The Berlin Philharmonic sounded like a different orchestra after the interval; of course one would not expect Mozart to sound like Walton, or vice versa, but it was more than that. Richly Romantic, there was no denying this sound’s ‘fit’ to the repertoire. (Interestingly, and to my mind highly surprisingly, Karl Böhm had conducted its Berlin Philharmonic premiere in 1958, with William Primrose, whilst the 1961-2 revision, heard here, received its first – and until now, only – performance from the orchestra in 1969 from Giusto Cappone and John Barbirolli). Just two weeks earlier, we had heard Máté Szűcs in the Bartók Viola Concerto; now it was the turn of the orchestra’s other principal viola, Amihai Grosz. If the Bartók is far from my favourite piece by that composer, comparison with Walton’s concerto, in whichever version, does the latter no favours.
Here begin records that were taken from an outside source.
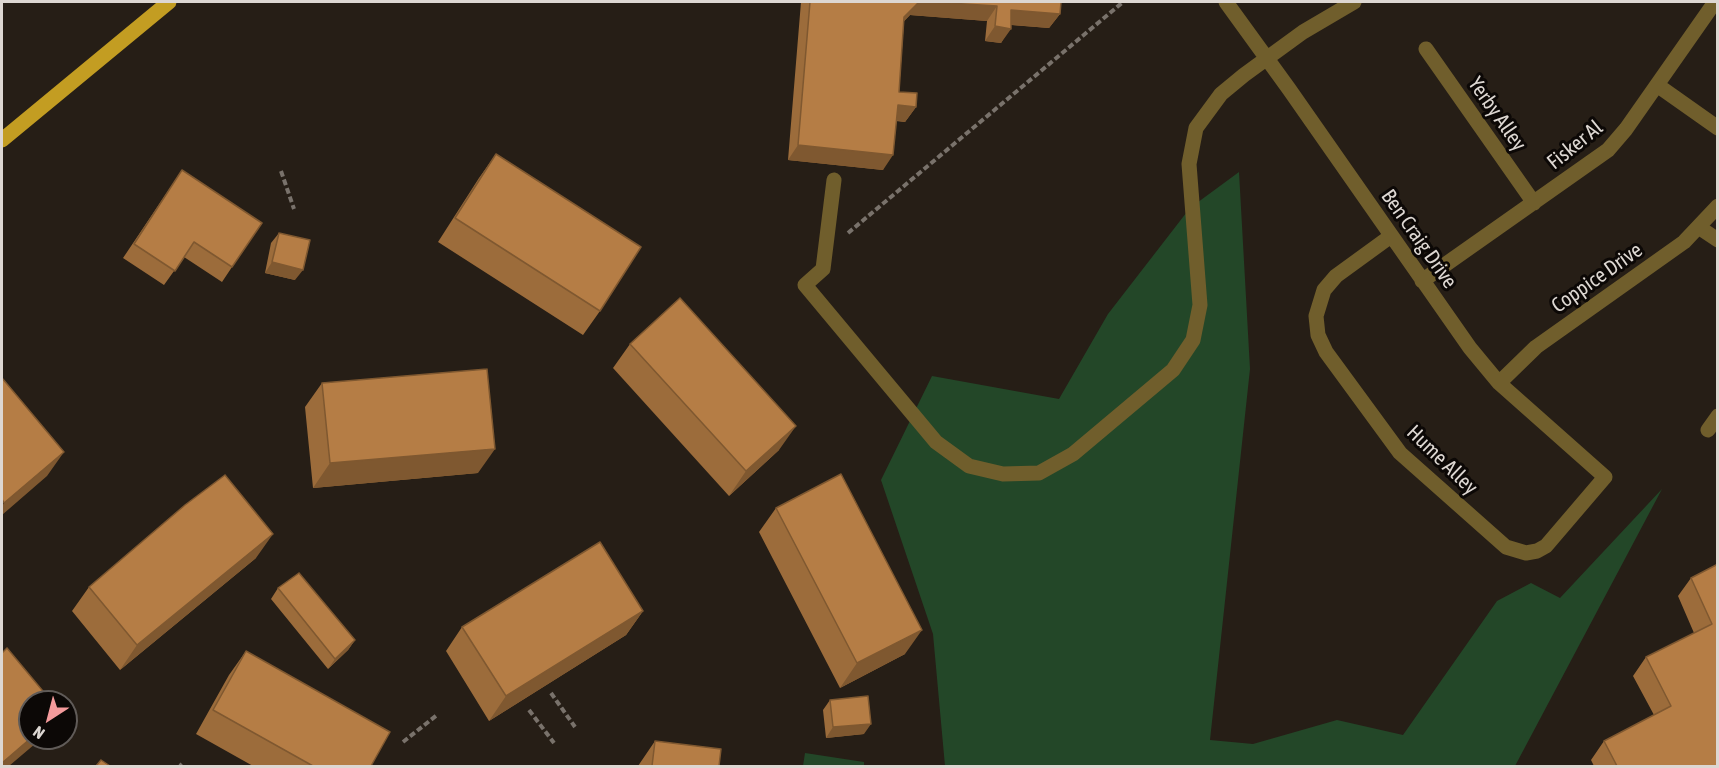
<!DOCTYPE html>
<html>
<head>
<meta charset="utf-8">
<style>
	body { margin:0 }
	#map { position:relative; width:1719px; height:768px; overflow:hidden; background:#261e16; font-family:"Asap Condensed",sans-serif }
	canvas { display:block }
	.frame { position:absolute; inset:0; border:3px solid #ddd7d2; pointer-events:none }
	.north { position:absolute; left:18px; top:690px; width:60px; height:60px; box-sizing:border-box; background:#0c0806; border:2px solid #605b58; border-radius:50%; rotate:216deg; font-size:16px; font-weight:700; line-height:24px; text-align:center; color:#ddd7d2 }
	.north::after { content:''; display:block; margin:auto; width:21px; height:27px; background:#f59b9c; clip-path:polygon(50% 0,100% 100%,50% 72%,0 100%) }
</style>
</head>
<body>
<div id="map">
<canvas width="1719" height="768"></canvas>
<div class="frame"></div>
<div class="north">N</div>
</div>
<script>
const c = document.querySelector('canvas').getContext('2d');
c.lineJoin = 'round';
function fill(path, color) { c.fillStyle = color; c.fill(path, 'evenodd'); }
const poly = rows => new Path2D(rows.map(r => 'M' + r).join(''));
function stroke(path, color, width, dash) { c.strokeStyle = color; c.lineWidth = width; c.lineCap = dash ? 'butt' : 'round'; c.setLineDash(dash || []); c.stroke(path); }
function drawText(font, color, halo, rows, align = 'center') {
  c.font = font + ' "Asap Condensed",sans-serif'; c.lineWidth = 6; c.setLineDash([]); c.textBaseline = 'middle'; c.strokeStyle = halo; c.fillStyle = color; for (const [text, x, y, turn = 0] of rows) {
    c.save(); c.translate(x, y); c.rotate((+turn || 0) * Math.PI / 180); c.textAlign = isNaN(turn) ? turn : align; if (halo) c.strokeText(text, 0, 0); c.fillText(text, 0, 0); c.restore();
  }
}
fill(poly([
	[1239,172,1250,369,1210,740,1253,744,1337,720,1403,735,1497,601,1531,583,1560,598,1662,489,1515,766,945,766,933,634,881,480,932,376,1059,399,1108,314,1190,208],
	[805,753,864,762,864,766,803,766]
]), '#234728');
stroke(poly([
	[281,171,294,209],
	[848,233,1123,2],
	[551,693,575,727],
	[529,710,554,743],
	[403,742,437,715],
	[180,766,182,764]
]), '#79726b', 4, [6, 3]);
stroke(poly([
	[1226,2,1289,89,1470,348,1499,383,1605,477,1546,546,1537,551,1526,553,1506,547,1400,453,1326,352,1318,335,1316,316,1324,290,1336,276,1391,236],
	[1426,49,1534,203],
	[1657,85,1718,128],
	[834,180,823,269,805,285,936,442,969,466,1003,474,1039,473,1073,454,1173,370,1193,340,1200,305,1189,164,1196,128,1221,94,1244,75,1303,32,1354,2],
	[1700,228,1718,240],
	[1422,281,1608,150,1626,129,1715,2],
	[1499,383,1536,347,1684,242,1718,206],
	[1708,430,1718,416]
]), '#705e2c', 15);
stroke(poly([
	[2,140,169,2]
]), '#c39d22', 15);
fill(poly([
	[801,2,1061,2,1060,14,1049,28,1011,25,1001,43,985,41,987,21,910,15,904,21,899,92,916,107,905,122,896,121,883,170,788,160],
	[496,154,600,311,583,335,438,242,479,178],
	[172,185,232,267,222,282,184,257,164,285,123,258],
	[279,233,295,280,265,273,271,243],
	[630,344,779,450,729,496,613,368],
	[322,383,478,473,313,488,305,407],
	[776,508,905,654,840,688,759,532],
	[256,558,120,670,72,611,89,587],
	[1718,564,1718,766,1594,766,1591,760,1604,741,1654,715,1633,676,1646,657,1694,633,1678,596,1691,578],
	[278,588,355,640,348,650,328,669,271,599],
	[643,611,626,635,489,721,446,651,462,627],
	[246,651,371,766,253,766,196,734,229,675],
	[830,700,864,734,826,738,823,710],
	[655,741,719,766,638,766]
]), '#9c6c3b');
fill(poly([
	[919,2,933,2,997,6,987,21,910,15,894,32,904,17],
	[1011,10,1060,14,1049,28,1001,24],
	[995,26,1011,29,1001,43,985,41],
	[898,105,916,107,905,122,887,119],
	[798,145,893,155,883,170,788,160],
	[272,262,303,270,295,280,265,273],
	[796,426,779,450,729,496,746,471],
	[495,449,478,473,313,488,330,463],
	[64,452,47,476,2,515,2,506,4,503],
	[273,534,256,558,120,670,137,645],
	[643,611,626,635,489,721,506,696],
	[922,630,905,654,840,688,857,663],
	[355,640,348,650,328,669,335,659],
	[871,724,864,734,826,738,833,727],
	[31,738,42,738,9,766,2,766,2,763]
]), '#7f5830');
const building = poly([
	[810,2,919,2,904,17,899,92,917,93,916,107,898,105,893,155,798,145,810,2],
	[933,2,1061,2,1060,14,1011,10,1011,29,995,26,997,6,933,2],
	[496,154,641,247,600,311,455,218,496,154],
	[182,170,262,223,232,267,194,242,175,271,134,244,182,170],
	[279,233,310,240,303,270,272,262,279,233],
	[680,298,796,426,746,471,630,344,680,298],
	[487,369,495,449,330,463,322,383,487,369],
	[2,378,64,452,4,503,2,499,2,378],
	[841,474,922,630,857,663,776,508,841,474],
	[225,475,273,534,137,645,89,587,185,505,225,475],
	[600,542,643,611,506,696,462,627,600,542],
	[1718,564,1718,766,1617,766,1604,741,1671,706,1646,657,1712,624,1691,578,1718,564],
	[299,573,355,640,335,659,278,588,299,573],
	[7,648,52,702,30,702,31,738,2,763,2,653,7,648],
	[246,651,390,732,371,766,313,766,213,710,246,651],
	[868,696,871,724,833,727,830,700,868,696],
	[655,741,721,749,719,766,652,766,655,741],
	[101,760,110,766,96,766,101,760]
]);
fill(building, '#b57d45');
stroke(building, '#7f5830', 1.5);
drawText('21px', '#ddd7d2', '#0c0806', [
	["Yerby Alley",1497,114,55],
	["Fisker Al",1575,145,-39],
	["Ben Craig Drive",1419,239,55],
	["Coppice Drive",1597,278,-35],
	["Hume Alley",1442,460,44]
]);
</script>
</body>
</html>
If, once again, I found myself far from convinced by a work that has a tendency to sound like bits of film music stuck together, then it was not for want of trying from Grosz, the orchestra, or Rattle. The vaguely jazzy sections and those that sound somewhat like Prokofiev are perhaps the most convincing parts of the first movement; they certainly sounded splendid in themselves here. Grosz’s double-stopping, moreover, was to die for. Stravinskian rhythmic precision made its mark in the second movement. All concerned made a great effort to unify the work in its finale. Grosz’s lyricism here – and not just his – made a gorgeous sound indeed. His Reger encore, however – I am not sure offhand from which of the Suites it came – was very much more to my taste. It was lovely to see Rattle sneak in at the back of the stage and sit at the piano to hear it too.


I tried too with Kodály’s Háry Janos Suite. Perhaps trying was the problem, for it is fun enough in its way, if perhaps a little laboured in the fifth movement. The Prelude is in many ways impressive – and certainly proved so in performance, lower strings offering more than a hint of Bluebeard Bartók (in which I had heard them earlier this year). There are worse models, far worse models! The festive quality to the Vienna Musical Clock movement was relished. And violist Naoko Shimizu played her opening to the third movement, the ‘Song’, with a beauty of tone that, in context, hinted at a link, however, strained, with Walton. It is always fun – well, nearly always – to hear the cimbalom too, and we most certainly did on this occasion, if rather less imaginatively (writing, not performance) than I had earlier this week in Jörg Widmann’s Zweites Labyrinth. The Berlin brass’s performance was truly outstanding in ‘The Battle and Defeat of Napoleon’, and so on. It was an enjoyable performance in itself; quite what its connection with Walton or Mozart might have been remained obscure.